* **WHAT YOU WILL DO**
Please work out the number of lines in the following material that include "JSON", and reply with only that number.

* **MATERIAL FOR THIS EXERCISE**
▬▬▬▬▬▬
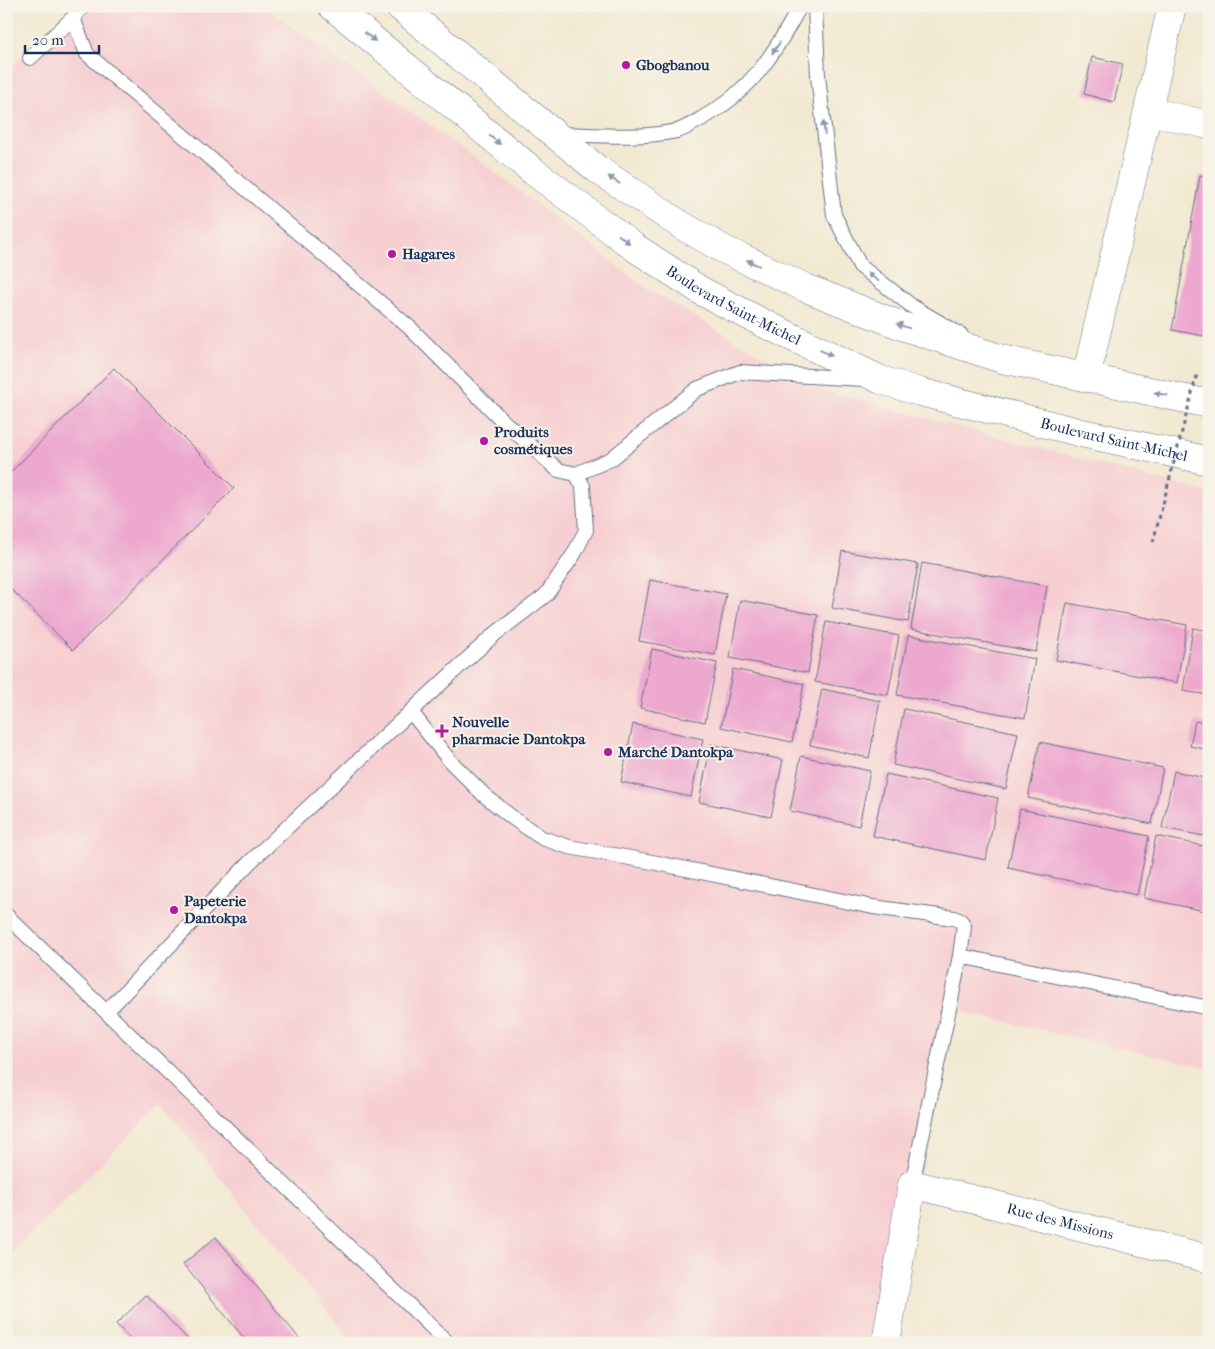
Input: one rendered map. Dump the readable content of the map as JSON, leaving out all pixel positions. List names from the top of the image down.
▬▬▬▬▬▬
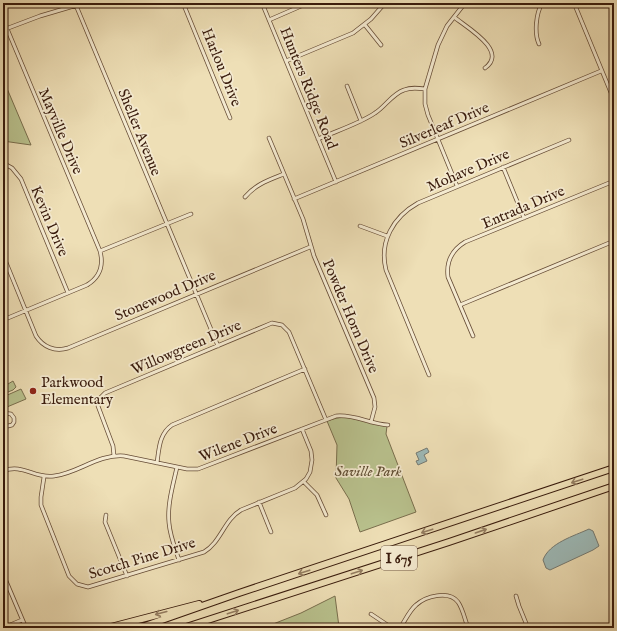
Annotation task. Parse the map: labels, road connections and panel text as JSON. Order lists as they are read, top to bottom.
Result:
▬▬▬▬▬▬
* **WRITTEN RESPONSE**
2